Palo Alto’s Unit 42 just dropped a new report on BEC scams – business email compromise is one of the most common ways scammers ravage organizations, with an average wire fraud attempt of $567,000 with an uptick of $6 million.
A new report from Palo Alto’s threat research team Unit 42 shows that BEC (business email compromise) keeps scamming victims out of thousands (and sometimes millions) of dollars.
BEC Scams Caused $1.87 Billion Losses in 2020
The research team analyzed hundreds of BEC cases and found that the average wire transfer fraud attempt was $567,000, with the highest shooting up to $6 million. In addition, since the beginning of 2020, Unit 42 experts discovered that a crushing 89% of business email compromise victims had multi-factor authentication disabled.

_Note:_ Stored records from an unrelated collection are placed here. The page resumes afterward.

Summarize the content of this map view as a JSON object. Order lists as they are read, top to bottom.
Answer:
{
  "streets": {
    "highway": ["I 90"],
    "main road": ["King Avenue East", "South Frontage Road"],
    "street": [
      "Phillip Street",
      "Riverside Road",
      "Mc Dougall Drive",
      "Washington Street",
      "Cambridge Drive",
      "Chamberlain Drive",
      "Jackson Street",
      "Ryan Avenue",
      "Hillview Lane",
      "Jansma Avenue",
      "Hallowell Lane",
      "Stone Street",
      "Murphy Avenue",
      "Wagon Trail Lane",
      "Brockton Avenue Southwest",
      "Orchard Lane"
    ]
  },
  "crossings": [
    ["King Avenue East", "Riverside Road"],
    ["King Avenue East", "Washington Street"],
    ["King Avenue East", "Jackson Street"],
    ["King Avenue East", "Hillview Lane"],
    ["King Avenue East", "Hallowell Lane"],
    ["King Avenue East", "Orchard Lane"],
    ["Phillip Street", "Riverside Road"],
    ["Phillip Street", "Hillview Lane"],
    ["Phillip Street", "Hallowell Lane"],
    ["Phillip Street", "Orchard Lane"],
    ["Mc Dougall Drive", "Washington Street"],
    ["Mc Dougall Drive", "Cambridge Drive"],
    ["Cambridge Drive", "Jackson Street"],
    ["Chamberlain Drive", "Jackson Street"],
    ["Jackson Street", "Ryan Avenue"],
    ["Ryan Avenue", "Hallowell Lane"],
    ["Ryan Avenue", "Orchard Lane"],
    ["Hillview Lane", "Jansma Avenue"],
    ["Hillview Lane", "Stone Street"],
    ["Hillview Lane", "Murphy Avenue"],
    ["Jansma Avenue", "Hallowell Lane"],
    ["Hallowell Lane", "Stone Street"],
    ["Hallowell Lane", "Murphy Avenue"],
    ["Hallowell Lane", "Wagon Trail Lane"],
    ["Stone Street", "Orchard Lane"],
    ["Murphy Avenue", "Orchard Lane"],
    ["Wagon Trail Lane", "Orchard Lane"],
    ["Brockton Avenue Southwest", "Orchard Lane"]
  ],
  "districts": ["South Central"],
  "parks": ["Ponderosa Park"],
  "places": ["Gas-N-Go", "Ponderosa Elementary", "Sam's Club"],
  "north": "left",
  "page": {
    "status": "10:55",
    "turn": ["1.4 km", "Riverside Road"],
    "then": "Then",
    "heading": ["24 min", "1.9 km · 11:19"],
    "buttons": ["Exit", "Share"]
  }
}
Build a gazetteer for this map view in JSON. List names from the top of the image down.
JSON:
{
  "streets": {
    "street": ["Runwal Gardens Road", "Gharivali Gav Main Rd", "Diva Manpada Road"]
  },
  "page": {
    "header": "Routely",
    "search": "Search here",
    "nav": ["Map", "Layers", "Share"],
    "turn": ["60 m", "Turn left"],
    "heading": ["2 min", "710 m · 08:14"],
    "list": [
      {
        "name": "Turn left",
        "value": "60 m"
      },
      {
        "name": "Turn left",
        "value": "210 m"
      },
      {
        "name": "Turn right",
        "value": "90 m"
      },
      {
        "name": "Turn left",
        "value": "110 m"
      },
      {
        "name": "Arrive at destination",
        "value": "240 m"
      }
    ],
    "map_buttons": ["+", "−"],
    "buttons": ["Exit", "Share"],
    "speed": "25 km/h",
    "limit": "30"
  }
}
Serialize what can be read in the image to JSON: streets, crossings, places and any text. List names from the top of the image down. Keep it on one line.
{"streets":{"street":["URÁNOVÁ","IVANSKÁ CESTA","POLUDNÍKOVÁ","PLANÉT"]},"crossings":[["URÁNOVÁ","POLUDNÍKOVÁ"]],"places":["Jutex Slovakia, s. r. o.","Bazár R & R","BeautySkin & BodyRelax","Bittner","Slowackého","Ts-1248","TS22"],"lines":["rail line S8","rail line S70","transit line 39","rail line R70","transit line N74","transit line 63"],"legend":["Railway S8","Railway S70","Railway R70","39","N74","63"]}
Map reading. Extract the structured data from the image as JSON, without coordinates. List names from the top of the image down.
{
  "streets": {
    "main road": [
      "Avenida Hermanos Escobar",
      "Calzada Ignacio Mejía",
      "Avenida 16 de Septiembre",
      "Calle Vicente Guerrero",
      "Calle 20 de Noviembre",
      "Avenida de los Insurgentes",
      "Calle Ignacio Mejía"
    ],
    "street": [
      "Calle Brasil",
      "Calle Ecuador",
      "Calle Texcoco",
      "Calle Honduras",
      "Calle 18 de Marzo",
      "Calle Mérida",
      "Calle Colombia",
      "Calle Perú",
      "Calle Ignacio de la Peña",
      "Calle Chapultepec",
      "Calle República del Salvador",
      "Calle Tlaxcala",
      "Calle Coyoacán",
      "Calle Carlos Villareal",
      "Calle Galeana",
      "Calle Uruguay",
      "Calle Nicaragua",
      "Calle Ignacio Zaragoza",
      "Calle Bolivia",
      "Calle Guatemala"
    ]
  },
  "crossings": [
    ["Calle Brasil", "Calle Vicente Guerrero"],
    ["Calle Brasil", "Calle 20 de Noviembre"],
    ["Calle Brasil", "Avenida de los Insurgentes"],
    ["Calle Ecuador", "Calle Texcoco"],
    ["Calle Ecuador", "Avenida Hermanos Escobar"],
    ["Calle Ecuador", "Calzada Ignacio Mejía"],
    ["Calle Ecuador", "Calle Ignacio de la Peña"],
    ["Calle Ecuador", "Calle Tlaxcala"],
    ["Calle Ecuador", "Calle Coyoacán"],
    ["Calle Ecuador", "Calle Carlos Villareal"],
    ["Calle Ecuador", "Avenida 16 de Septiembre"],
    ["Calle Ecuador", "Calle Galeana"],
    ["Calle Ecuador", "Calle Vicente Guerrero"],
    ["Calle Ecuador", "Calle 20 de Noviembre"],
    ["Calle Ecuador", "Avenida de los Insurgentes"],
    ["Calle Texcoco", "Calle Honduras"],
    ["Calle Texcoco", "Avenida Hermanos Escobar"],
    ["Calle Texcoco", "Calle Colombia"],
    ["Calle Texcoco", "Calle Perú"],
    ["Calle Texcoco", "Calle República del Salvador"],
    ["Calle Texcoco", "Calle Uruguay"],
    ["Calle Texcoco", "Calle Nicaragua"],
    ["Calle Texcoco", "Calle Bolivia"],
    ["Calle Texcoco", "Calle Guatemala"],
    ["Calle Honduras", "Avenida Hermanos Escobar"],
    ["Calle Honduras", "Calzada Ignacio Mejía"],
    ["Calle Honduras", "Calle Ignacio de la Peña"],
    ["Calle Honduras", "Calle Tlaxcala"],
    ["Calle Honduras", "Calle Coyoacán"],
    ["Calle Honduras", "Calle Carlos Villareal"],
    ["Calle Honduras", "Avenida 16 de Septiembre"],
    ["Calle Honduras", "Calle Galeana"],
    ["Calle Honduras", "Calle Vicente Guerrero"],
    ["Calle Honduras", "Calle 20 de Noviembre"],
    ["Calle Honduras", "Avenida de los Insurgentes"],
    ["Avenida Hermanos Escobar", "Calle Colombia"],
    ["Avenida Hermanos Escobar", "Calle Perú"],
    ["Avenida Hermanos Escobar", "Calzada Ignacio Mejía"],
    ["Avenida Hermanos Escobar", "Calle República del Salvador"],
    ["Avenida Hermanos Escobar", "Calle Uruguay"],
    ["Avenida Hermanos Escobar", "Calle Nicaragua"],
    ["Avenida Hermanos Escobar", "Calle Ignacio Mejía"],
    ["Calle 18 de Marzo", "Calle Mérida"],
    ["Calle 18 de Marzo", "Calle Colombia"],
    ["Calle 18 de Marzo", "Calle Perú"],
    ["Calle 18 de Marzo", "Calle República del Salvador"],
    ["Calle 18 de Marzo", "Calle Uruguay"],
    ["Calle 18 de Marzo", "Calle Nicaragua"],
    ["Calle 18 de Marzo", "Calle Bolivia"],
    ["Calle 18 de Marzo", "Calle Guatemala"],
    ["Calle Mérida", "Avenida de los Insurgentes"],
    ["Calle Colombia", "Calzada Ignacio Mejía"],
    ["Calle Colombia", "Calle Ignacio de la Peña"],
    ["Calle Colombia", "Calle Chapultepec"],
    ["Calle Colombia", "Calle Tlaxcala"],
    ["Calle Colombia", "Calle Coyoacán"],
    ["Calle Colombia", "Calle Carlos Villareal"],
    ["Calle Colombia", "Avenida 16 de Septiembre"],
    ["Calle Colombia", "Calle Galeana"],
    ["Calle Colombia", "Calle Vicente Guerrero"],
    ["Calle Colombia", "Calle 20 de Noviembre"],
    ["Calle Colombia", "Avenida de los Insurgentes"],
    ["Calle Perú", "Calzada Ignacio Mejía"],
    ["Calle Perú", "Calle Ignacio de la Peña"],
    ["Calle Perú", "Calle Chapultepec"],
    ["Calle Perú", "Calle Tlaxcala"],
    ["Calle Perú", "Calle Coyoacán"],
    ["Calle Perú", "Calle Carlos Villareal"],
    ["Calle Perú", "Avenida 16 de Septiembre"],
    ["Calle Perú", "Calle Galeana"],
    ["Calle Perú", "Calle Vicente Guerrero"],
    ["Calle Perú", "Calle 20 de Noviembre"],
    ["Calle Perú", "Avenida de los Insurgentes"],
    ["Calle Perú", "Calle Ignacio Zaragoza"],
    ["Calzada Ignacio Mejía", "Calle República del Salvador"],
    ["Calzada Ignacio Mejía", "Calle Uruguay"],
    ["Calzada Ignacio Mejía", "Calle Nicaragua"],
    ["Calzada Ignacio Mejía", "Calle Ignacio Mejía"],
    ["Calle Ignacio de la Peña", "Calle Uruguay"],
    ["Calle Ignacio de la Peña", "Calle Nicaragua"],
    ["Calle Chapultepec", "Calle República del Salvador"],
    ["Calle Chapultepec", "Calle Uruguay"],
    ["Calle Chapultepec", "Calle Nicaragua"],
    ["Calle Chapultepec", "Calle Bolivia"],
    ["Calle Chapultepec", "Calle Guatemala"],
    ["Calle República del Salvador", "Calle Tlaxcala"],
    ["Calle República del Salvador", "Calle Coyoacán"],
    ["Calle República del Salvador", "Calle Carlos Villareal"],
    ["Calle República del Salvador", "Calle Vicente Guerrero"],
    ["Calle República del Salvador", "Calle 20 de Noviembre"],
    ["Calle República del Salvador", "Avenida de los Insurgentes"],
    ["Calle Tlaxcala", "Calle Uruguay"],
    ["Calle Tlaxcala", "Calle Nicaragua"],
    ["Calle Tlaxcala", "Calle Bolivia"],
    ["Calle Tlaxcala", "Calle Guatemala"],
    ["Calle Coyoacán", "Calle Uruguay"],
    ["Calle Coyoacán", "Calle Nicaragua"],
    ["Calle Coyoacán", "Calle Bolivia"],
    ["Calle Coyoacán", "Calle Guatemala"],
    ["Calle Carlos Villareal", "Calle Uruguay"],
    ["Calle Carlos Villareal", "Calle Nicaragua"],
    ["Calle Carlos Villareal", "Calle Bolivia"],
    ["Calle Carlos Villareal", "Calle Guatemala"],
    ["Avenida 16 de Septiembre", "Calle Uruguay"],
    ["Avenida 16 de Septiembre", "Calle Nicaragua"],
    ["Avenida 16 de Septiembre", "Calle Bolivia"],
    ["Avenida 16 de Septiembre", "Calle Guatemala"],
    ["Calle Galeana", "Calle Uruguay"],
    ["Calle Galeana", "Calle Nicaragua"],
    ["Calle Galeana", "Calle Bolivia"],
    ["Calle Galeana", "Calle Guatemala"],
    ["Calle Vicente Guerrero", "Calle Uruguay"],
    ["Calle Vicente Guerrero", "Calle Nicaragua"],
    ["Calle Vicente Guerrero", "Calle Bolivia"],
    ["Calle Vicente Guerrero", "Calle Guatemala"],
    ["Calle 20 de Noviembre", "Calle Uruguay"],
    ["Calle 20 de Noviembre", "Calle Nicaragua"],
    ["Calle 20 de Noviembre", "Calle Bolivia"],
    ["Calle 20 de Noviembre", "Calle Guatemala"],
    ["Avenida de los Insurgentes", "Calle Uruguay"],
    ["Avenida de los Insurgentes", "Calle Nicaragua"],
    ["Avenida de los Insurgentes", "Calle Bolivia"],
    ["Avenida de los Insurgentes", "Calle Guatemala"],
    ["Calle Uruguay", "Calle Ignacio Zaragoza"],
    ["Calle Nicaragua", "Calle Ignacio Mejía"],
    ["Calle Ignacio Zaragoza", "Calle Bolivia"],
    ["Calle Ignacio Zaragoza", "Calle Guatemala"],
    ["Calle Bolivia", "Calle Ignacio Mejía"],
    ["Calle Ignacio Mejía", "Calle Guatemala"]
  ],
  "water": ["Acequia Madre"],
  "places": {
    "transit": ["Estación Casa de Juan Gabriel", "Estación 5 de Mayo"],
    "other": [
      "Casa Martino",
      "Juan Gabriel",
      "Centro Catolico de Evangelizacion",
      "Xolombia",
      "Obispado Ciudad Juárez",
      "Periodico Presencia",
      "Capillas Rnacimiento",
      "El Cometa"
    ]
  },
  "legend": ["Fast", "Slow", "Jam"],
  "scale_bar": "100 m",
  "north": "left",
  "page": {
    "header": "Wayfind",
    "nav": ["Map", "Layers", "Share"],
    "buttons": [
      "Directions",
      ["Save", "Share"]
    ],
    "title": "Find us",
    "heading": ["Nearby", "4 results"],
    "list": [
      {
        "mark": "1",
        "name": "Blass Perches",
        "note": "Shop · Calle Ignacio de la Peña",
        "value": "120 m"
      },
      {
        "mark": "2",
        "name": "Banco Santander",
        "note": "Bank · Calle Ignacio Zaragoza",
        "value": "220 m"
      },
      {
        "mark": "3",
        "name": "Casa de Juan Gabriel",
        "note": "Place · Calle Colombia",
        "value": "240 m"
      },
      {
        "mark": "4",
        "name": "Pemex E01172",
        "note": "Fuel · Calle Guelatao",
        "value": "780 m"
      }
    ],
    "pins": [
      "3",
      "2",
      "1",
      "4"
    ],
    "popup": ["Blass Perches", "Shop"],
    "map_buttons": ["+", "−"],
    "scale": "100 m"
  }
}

The FBI often refers to this type of fraud as one of the most profitable and reported that it caused damages worth $1.87 billion last year. However, researchers also found that victims often avoid going public about such attacks, as this can damage their reputation, making BEC scams a silent, dangerous threat.
Bombarding Employees With Phishing Emails
Palo Alto said that its researchers spend thousands of hours investigating BEC scams, “combing through logs to identify unauthorized activity, determine how unauthorized access occurred and find security gaps that need to be addressed.”
“Attackers targeted hundreds of employees at an insurance company with phishing emails. These emails led to an attempt to get login credentials through spoofed Microsoft 365 email login pages that looked identical to legitimate ones set up by that firm. The attackers succeeded in gaining access to a few of those accounts, which belonged to employees who hadn’t set up MFA, which led in turn to gaining access to sensitive data on an internal Sharepoint site,” wrote Unit 42 researchers Jenna Garbett and Sama Manchanda.
“Attackers gained access to the email accounts of two employees at one client organization that failed to disable legacy authentication for synchronizing email boxes via IMAP4 and POP3. That gave the threat actors access to everything in both mailboxes for over a month, enabling them to collect personally identifiable information (PII) from the victims’ contacts. This is one of the most common ways of bypassing MFA, especially in hybrid environments that have legitimate use for legacy protocols.”
Unit 42 provided other examples, one of which included scammers who “compromised multiple users at a job placement agency, then used those accounts to circulate job postings that asked recipients to provide personal data.”
Researchers said that they put in place protocols that moved all responses to hidden folders and forwarded them to an external account. The blog post writes that most email services offer many options for implementing multi-factor authentication.
Sometimes, MFA Is Not enough
Unit 42 used the story of a US financial services firm CEO as a cautionary tale.
“His iPhone kept pinging him with MFA requests to access his email, interrupting him on a day packed with customer meetings. He was annoyed by the intrusion, figuring it was some kind of system error, and rejected each request so he could focus on work. He thought it was over when the requests stopped,” Garbett and Manchanda wrote.
“Months later, however, he learned he had mistakenly authorized one of those many requests, unknowingly granting an attacker unfettered access to his email. He learned about the compromise when his bank flagged suspicious wire transfers totaling nearly $1 million, and our investigation uncovered the exposure of data belonging to the company, its employees, and clients.”
The report says that the organization recovered the stolen money. However, incidents like this one are still costly from a reputational point of view and the resources needed to remediate the problem.
BEC – Costlier Than Ransomware?
Jen Miller-Osborn, deputy director of threat intelligence for Unit 42, said their initial intention was to investigate the rise of ransomware, which eventually led them to dig deeper into BEC scams, as the damages are “orders of magnitude higher than ransomware.”
“Similar to ransomware, we’re seeing an increasing number of attackers getting into BEC, and we’re also seeing it mature into — like Ransomware-as-a-service — BEC-as-a-service. They’re becoming more tech-savvy. They’ve been in the commodity space and are starting to include publicly disclosed vulnerabilities. They’re becoming more professional.”
Attackers are actively exploiting LinkedIn and other websites to gather data for BEC scams.
She explained that companies can prevent BEC scams with proper security awareness training, enforced MFA, legacy authentication controls, account permissions, audit logging, and event supervision.
“With everyone working remotely, there are people who may not have gotten into BEC before who now, just like ransomware, they decided to shift into to make money. And I think the issues that we see with how difficult it is to stop these ransomware campaigns effectively also points to how difficult it is for BEC, or even harder because BEC involves a lot of social engineering components that you don’t typically see with other attacks,” she said.
“They’ll actually get on the phone and call people and try to get them to do things. They have money mules in other countries to help them move the money around. It’s a lot more people-based, and in many cases, a lot of BEC scams don’t involve any malware, so there’s nothing that you could have seen. Nothing malicious attached to phishing emails. There was nothing a firewall or endpoint could have detected.”